Profiteering Supermarkets not passing on fuel price cut to struggling customers

Fuel crisis
Photo by What Is Picture Perfect on Unsplash

RAC issues petrol price warning to drivers filling up at Asda, Sainsbury’s, Morrisons and Tesco

Brent Crude is down 1.05 per cent today, wallowing at $93.92 per barrel, while WTI Crude has slumped a further 1.09 per cent to $88.04 per barrel.

This follows front month prices hitting their lowest levels since February, posting their largest weekly drops since April with Brent Crude tumbling 13.7 per cent and WTI Crude 9.7 per cent.

Prices have now settled below levels prior to Russia’s invasion of Ukraine.

The fall in Oil prices collapsed to pre-February lows, forecourts have not reflected the changes at the pump.

Garages are not cutting fuel prices by as much as they should to match the “significant” price drop on the other end, according to the RAC.

The RAC has said that major retailers are failing to reduce petrol prices for motorists, despite wholesale costs falling. The roadside recovery firm said that drivers are paying 183p per litre on average – but the wholesale cost is back down to 131.75p per litre.

After seeing fuel costs hit their highest ever levels earlier in the summer, the wholesale price of petrol has since fallen by 20p since early June, according to the RAC. The wholesale cost is now back down to levels last seen in early May, when the average price of a litre at the pump for drivers was around 167p.

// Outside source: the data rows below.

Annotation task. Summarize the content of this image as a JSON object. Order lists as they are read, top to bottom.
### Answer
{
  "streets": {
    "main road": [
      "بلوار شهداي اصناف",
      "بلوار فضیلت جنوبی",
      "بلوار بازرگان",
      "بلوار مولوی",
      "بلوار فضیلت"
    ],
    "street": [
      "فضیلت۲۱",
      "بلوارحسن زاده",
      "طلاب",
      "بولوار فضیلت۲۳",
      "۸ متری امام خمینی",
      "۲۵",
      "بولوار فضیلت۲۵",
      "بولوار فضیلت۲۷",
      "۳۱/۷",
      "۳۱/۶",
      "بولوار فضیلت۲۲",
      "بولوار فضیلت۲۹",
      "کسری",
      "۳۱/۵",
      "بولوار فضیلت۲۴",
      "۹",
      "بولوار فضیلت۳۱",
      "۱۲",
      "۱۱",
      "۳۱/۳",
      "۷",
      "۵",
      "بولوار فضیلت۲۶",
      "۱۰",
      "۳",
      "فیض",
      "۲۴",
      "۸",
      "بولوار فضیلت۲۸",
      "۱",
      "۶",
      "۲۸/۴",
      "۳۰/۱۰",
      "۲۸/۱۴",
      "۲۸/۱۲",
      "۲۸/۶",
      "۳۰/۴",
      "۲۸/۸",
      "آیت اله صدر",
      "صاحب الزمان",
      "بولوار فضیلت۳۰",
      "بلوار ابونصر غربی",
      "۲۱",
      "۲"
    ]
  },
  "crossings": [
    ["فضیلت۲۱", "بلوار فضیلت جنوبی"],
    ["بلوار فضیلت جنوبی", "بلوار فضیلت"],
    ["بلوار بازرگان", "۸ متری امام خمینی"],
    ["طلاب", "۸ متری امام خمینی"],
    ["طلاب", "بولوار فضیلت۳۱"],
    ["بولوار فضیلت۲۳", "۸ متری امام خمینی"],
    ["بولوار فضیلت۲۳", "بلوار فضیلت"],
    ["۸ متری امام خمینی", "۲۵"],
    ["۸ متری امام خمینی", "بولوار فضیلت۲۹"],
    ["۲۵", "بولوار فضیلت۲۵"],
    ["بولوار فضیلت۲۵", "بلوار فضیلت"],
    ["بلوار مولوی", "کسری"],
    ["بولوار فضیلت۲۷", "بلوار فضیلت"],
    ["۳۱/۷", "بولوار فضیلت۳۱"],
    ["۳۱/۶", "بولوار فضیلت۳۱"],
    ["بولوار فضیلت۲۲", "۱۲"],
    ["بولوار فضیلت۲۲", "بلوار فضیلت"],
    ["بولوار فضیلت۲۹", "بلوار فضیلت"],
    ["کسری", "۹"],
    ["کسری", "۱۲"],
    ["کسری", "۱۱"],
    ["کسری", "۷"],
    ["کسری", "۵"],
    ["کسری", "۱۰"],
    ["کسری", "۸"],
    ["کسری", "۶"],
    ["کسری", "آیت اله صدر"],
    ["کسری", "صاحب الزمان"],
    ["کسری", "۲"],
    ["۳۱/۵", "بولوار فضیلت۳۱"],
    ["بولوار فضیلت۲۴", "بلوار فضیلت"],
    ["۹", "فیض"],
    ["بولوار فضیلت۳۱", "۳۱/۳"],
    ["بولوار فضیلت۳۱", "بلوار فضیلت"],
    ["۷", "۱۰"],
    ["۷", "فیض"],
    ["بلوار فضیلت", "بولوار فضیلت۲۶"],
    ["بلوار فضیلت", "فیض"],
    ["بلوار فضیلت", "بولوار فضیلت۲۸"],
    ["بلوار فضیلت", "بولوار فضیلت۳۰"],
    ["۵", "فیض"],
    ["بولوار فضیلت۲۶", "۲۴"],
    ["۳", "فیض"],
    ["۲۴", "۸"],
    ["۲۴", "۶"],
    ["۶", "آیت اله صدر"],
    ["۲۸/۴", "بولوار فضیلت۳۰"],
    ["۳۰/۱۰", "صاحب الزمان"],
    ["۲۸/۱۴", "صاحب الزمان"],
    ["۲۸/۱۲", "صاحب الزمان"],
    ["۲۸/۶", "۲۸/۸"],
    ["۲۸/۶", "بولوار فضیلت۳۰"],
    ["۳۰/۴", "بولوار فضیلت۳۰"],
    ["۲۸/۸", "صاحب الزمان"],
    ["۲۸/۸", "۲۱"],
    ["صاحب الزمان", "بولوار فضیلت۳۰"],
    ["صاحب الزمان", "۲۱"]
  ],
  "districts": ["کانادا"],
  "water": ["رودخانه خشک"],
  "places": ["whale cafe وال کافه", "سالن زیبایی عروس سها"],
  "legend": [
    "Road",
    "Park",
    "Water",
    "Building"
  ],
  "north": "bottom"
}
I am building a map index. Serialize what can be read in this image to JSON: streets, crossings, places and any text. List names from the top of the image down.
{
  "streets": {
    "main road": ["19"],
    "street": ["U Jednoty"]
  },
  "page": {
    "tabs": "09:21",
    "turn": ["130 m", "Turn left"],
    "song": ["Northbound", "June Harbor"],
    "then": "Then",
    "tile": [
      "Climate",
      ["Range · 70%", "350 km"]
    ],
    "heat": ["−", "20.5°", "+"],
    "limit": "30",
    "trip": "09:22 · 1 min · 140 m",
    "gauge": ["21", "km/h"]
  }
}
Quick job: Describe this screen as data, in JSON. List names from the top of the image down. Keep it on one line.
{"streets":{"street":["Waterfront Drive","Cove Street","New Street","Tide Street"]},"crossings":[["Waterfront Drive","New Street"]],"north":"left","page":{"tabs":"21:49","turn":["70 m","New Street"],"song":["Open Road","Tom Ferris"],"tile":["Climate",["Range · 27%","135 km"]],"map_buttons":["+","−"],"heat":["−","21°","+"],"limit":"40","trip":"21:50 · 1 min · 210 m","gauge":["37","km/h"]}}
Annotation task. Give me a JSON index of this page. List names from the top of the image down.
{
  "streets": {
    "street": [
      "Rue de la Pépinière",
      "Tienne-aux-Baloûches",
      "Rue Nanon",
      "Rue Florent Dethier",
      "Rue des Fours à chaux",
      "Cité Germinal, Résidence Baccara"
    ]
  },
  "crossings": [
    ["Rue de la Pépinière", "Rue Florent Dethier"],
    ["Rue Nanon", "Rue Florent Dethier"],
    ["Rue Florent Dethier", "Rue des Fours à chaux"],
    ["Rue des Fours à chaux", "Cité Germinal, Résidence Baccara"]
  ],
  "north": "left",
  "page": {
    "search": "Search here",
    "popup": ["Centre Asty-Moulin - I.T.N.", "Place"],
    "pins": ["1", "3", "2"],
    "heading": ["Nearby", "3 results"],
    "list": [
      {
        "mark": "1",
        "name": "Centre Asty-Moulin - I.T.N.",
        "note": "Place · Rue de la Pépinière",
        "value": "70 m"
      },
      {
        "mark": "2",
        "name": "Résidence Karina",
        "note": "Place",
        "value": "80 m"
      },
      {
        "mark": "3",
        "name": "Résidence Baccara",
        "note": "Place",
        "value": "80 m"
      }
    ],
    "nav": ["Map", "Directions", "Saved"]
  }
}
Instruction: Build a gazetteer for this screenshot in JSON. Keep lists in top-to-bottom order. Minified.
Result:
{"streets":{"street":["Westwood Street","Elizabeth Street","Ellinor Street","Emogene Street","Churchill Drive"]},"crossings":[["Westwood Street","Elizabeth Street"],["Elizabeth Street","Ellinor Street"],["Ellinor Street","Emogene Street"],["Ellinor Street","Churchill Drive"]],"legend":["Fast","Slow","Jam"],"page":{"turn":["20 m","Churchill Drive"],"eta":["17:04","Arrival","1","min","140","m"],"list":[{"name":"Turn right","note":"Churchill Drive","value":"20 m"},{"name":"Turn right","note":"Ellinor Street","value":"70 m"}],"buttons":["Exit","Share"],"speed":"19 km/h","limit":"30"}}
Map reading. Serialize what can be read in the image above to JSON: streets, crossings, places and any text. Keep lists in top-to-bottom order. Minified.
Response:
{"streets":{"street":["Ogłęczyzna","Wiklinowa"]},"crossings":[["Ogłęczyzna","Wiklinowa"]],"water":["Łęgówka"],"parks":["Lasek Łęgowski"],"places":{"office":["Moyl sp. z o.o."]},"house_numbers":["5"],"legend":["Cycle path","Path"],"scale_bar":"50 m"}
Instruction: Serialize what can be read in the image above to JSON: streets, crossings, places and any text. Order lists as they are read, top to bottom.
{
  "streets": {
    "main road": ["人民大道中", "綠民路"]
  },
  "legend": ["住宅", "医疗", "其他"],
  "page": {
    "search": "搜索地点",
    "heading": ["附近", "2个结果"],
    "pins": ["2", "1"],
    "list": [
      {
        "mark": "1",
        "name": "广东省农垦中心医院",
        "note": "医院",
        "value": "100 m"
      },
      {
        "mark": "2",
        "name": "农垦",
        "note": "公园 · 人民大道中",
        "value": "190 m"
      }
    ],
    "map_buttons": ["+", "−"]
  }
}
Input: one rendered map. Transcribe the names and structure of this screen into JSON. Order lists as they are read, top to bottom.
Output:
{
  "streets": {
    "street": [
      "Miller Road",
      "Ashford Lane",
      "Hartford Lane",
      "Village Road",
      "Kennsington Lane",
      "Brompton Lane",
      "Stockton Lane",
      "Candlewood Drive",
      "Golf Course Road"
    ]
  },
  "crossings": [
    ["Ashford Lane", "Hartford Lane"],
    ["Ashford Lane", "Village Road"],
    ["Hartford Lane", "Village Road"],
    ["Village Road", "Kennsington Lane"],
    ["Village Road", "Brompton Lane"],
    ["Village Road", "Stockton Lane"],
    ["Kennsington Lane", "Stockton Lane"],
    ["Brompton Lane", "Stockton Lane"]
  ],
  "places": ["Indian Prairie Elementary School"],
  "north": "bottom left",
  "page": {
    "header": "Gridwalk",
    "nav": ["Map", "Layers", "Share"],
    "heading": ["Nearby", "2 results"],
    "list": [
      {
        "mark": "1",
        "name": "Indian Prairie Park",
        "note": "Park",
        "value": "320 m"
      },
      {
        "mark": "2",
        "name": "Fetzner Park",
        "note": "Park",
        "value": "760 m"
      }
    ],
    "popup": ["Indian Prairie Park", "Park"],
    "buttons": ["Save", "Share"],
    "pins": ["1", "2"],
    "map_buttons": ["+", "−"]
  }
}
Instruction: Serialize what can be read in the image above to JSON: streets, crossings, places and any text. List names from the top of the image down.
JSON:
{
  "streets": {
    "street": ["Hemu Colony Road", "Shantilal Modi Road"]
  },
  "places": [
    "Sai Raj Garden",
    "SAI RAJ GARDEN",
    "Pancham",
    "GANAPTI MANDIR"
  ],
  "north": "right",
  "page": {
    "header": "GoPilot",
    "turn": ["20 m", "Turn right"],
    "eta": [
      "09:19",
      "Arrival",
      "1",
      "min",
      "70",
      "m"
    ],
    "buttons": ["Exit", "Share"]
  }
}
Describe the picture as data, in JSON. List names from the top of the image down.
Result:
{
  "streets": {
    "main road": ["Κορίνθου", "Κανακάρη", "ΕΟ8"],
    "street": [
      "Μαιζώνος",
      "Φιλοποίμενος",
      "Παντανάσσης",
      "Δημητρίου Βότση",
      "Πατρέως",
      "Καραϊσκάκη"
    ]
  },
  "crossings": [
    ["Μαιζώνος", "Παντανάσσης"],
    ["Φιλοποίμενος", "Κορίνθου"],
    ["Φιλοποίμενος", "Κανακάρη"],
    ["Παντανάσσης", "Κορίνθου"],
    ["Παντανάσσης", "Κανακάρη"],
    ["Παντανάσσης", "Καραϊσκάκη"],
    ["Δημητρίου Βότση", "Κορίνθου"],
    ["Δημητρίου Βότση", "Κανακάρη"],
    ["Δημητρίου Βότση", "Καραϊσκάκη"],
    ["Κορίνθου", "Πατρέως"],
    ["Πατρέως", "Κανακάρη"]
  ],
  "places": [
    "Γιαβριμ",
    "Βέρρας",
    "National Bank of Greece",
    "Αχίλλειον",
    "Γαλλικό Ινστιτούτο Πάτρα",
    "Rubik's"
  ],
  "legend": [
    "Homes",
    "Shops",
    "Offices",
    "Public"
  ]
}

After increasing prices for motorists throughout June, retailers have only reduced costs by an average of 9p since – this means that drivers could be paying nearly £9 more per tank than they ought to be. The RAC also said that drivers should be paying 182p per litre for diesel, rather than the 192p per litre on average seen at the end of July.

RAC fuel spokesman Simon Williams said: “July has been an unnecessarily tough month for drivers due to the big four supermarkets’ unwillingness to cut their prices to a more reasonable level, reflecting the consistent and significant reductions in the wholesale cost of petrol and diesel. As it was, we saw independent retailers leading the charge, with fairer pump prices appearing all around the country, which eventually forced the supermarkets to finally implement a more substantial cut late last Friday afternoon.

“What ought to have happened is that the biggest retailers cut their prices more significantly on a daily basis, given the wholesale price of petrol has fallen steadily over the last eight weeks,” Mr Williams added. The “big four” supermarkets of Asda, Morrisons, Sainsbury’s and Tesco have faced criticism in recent weeks along with other suppliers for failing to reduce their pump prices.

With the cost of living continuing to rise, the RAC has advised drivers to shop around when it comes to getting their tank filled, as the major supermarkets may no longer be the cheapest places to get fuel. Mr Williams told motorists that it is now “highly likely you’ll find an independent retailer which is doing the right thing and fairly reflecting their lower wholesale costs by charging a lower price”.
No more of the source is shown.